RColorBrewer Palettes
The RColorBrewer package is introduced as a tool for creating visually appealing color palettes. The article covers the three types of color palettes available in the package: sequential, diverging, and qualitative. It also explains the functions for returning the hexadecimal color specification and displaying color palettes.
Grey Color Palettes
The article discusses the key functions for using grey color palettes in ggplot2, including scale_fill_grey() and scale_color_grey(), and provides examples for applying grey color palettes to box plot and scatter plot.
Scientific Journal Color Palettes
The ggsci package is introduced as a source of high-quality color palettes inspired by colors used in scientific journals and data visualization libraries. The article covers the available color palettes and demonstrates their usage in ggplot2 and base plots.
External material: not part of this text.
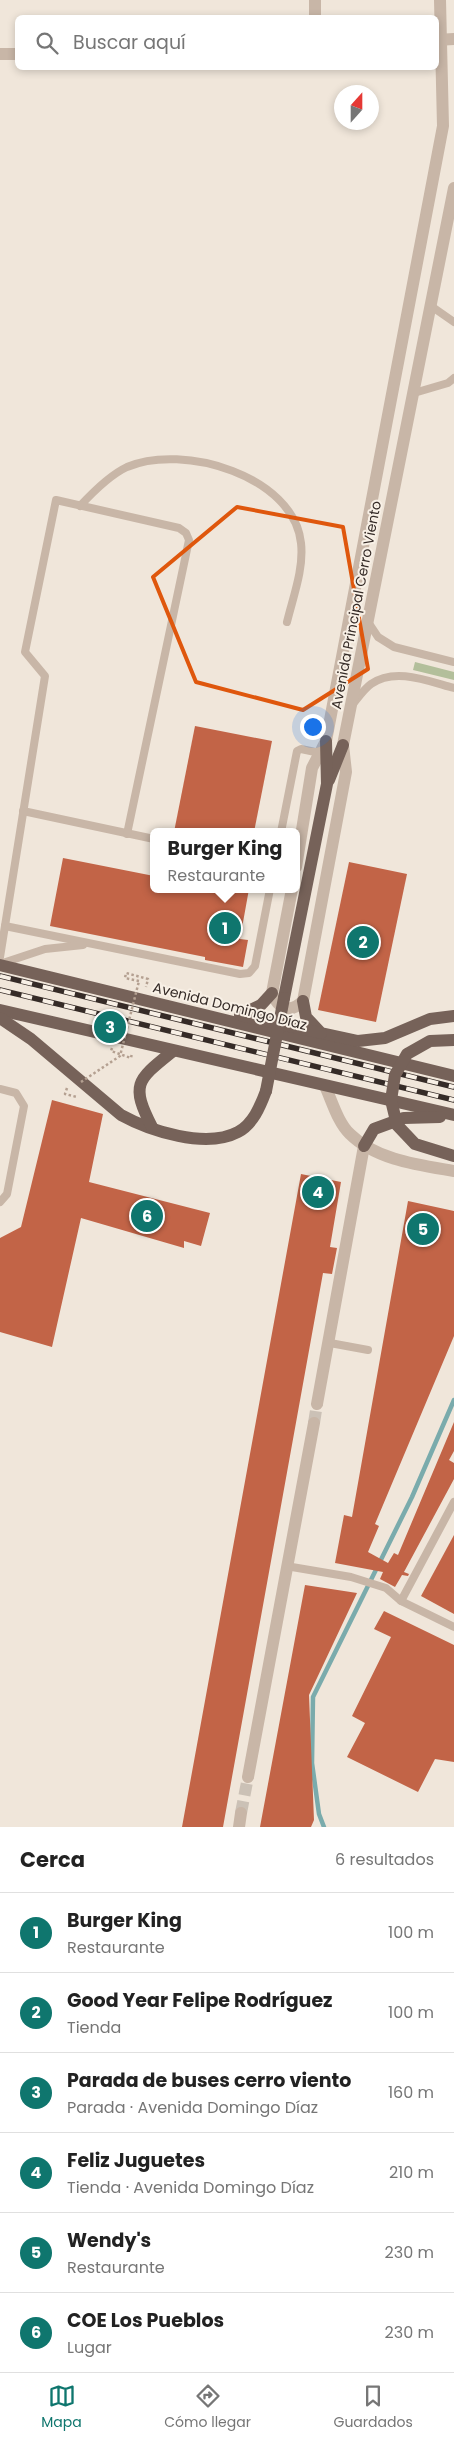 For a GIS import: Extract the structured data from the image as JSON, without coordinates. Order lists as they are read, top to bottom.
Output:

Wes Anderson Color Palettes
The article introduces the wesanderson package, which contains 16 color palettes from Wes Anderson movies. It explains the key function wes_palette() for generating a vector of colors and provides examples of using Wes Anderson color palettes in ggplot2 and base plots.
R Base Color Palettes
The article covers the 5 R base functions for generating a vector of contiguous colors: rainbow(n), heat.colors(n), terrain.colors(n), topo.colors(n), and cm.colors(n). It provides examples of using these color palettes in R base plots.
Conclusion
In conclusion, the article presents the top R color palettes for customizing graphics generated by the ggplot2 package or by the R base functions. It summarizes the main points and provides recommendations for creating basic ggplots, setting color palettes manually, using color blind-friendly palettes, and leveraging different color palette options for data visualization.
Overall, the article provides comprehensive coverage of the top R color palettes and their usage in different plotting scenarios, making it a valuable resource for individuals looking to enhance their data visualization skills in R.